No inferno, estando em tormentos, levantou os olhos e viu ao longe a Abraão e Lázaro no seu seio. Então, clamando, disse: Pai Abraão, tem misericórdia de mim! E manda a Lázaro que molhe em água a ponta do dedo e me refresque a língua, porque estou atormentado nesta chama. Disse, porém, Abraão: Filho, lembra-te de que recebeste os teus bens em tua vida, e Lázaro igualmente, os males; agora, porém, aqui, ele está consolado; tu, em tormentos. E, além de tudo, está posto um grande abismo entre nós e vós, de sorte que os que querem passar daqui para vós outros não podem, nem os de lá passar para nós. Então, replicou: Pai, eu te imploro que o mandes à minha casa paterna, porque tenho cinco irmãos; para que lhes dê testemunho, a fim de não virem também para este lugar de tormento. Respondeu Abraão: Eles têm Moisés e os Profetas; ouçam-nos.
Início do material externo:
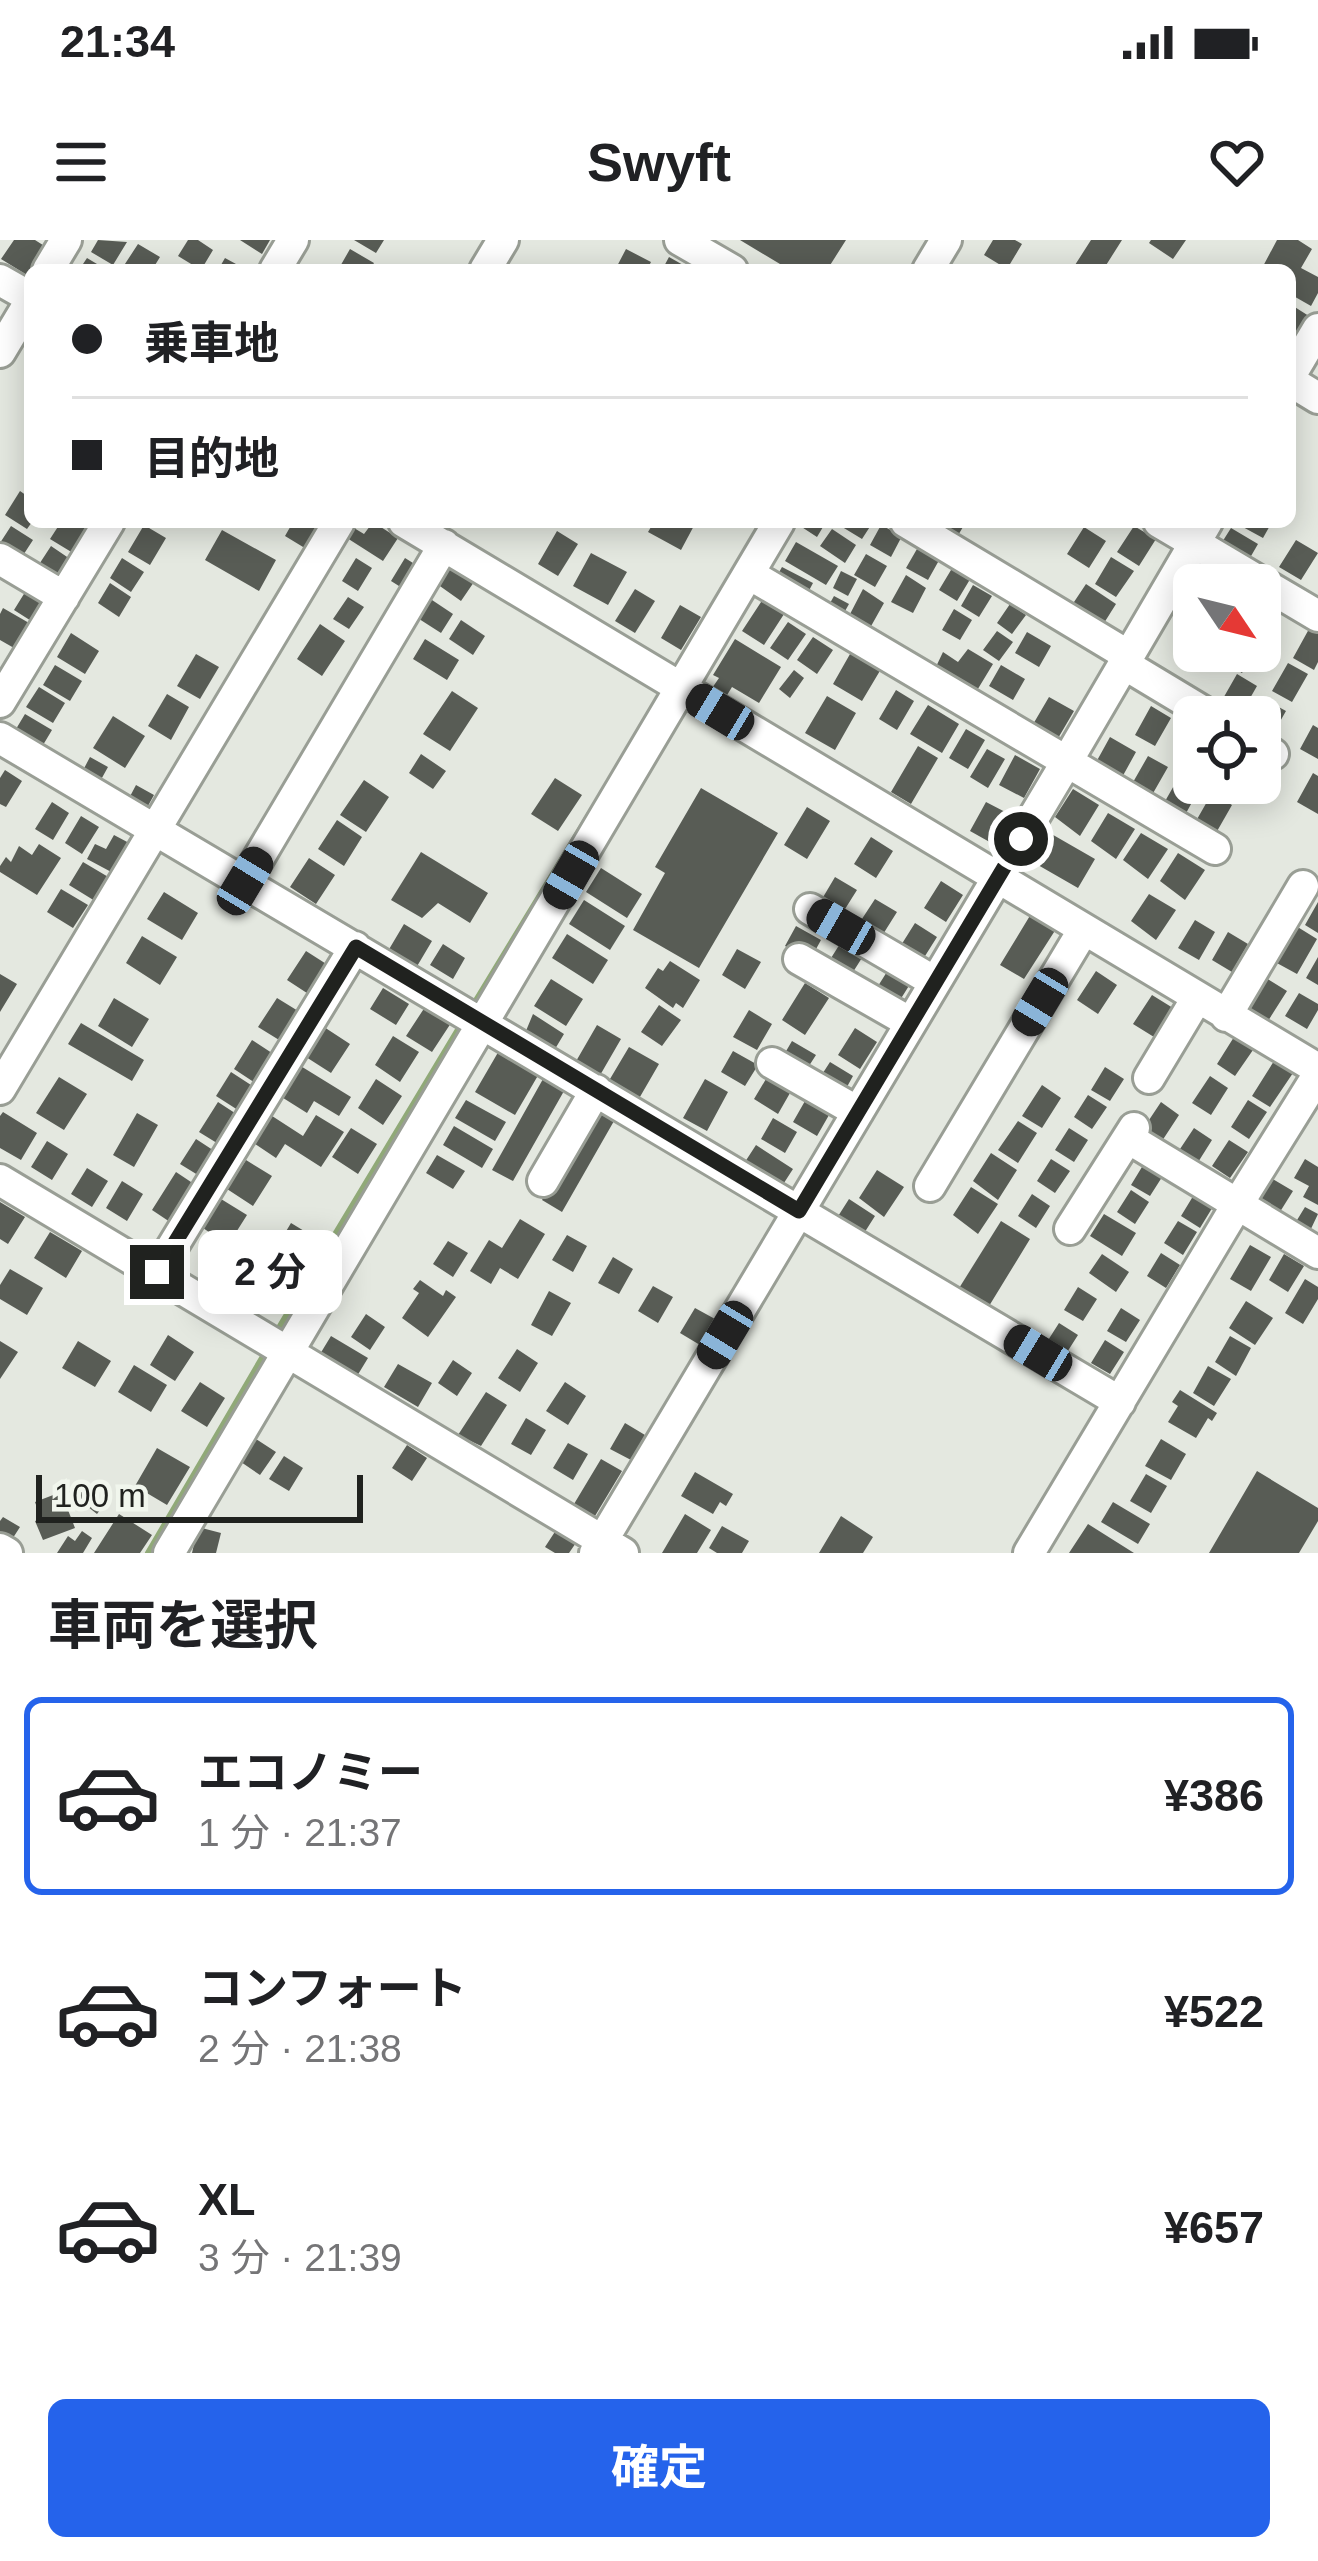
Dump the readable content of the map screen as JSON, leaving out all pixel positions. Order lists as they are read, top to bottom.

Mas ele insistiu: Não, pai Abraão; se alguém dentre os mortos for ter com eles, arrepender-se-ão. Abraão, porém, lhe respondeu: Se não ouvem a Moisés e aos Profetas, tampouco se deixarão persuadir, ainda que ressuscite alguém dentre os mortos. (Lucas 16.19-31)
Do texto em apreço podemos extrair, dentre outras, as seguintes lições a respeito do inferno:
I) As almas que ali se encontram são atormentadas: "No inferno, estando em tormentos".
II) Não obstante, quem ali estiver terá consciência de que os salvos estarão em regozijo e paz: "Viu ao longe a Abraão e Lázaro no seu seio".
III) Não haverá consolo para seus habitantes: "Aqui, ele (Lázaro) está consolado; tu, em tormentos".
IV) Uma vez no inferno, eternamente no inferno: "Os que querem passar daqui para vós outros não podem, nem os de lá passar para nós."
V) Os perdidos clamarão, mas não serão ouvidos: "Eu te imploro".
VI) Já não restarão boas lembranças, bem como será impossível auxiliar os parentes para que também não venham a ir para o inferno.

Quanto à ideia de que o Hades possuía dois “compartimentos”, seus defensores depreendem com base versículo 23: o rico encontrava-se no inferno, e Lázaro junto de Abraão. Conquanto tivessem contato visual, havia entre os locais um abismo intransponível (versículo 26). Tal doutrina é piamente aceita no meio pentecostal.
No entanto, tal pensamento deve ser rejeitado, pois a crença reformada está ancorada no fato de que há dois locais para onde vão os mortos: os que não creram em Cristo diretamente são alocados no inferno, onde aguardam o Juízo Final; já os que morreram no Senhor vão imediatamente estar com Ele. Como exemplo, citemos:
a) As palavras de Jesus proferidas ao ladrão arrependido na cruz: “Jesus lhe respondeu: Em verdade te digo que hoje estarás comigo no paraíso.” (Lucas 23.43)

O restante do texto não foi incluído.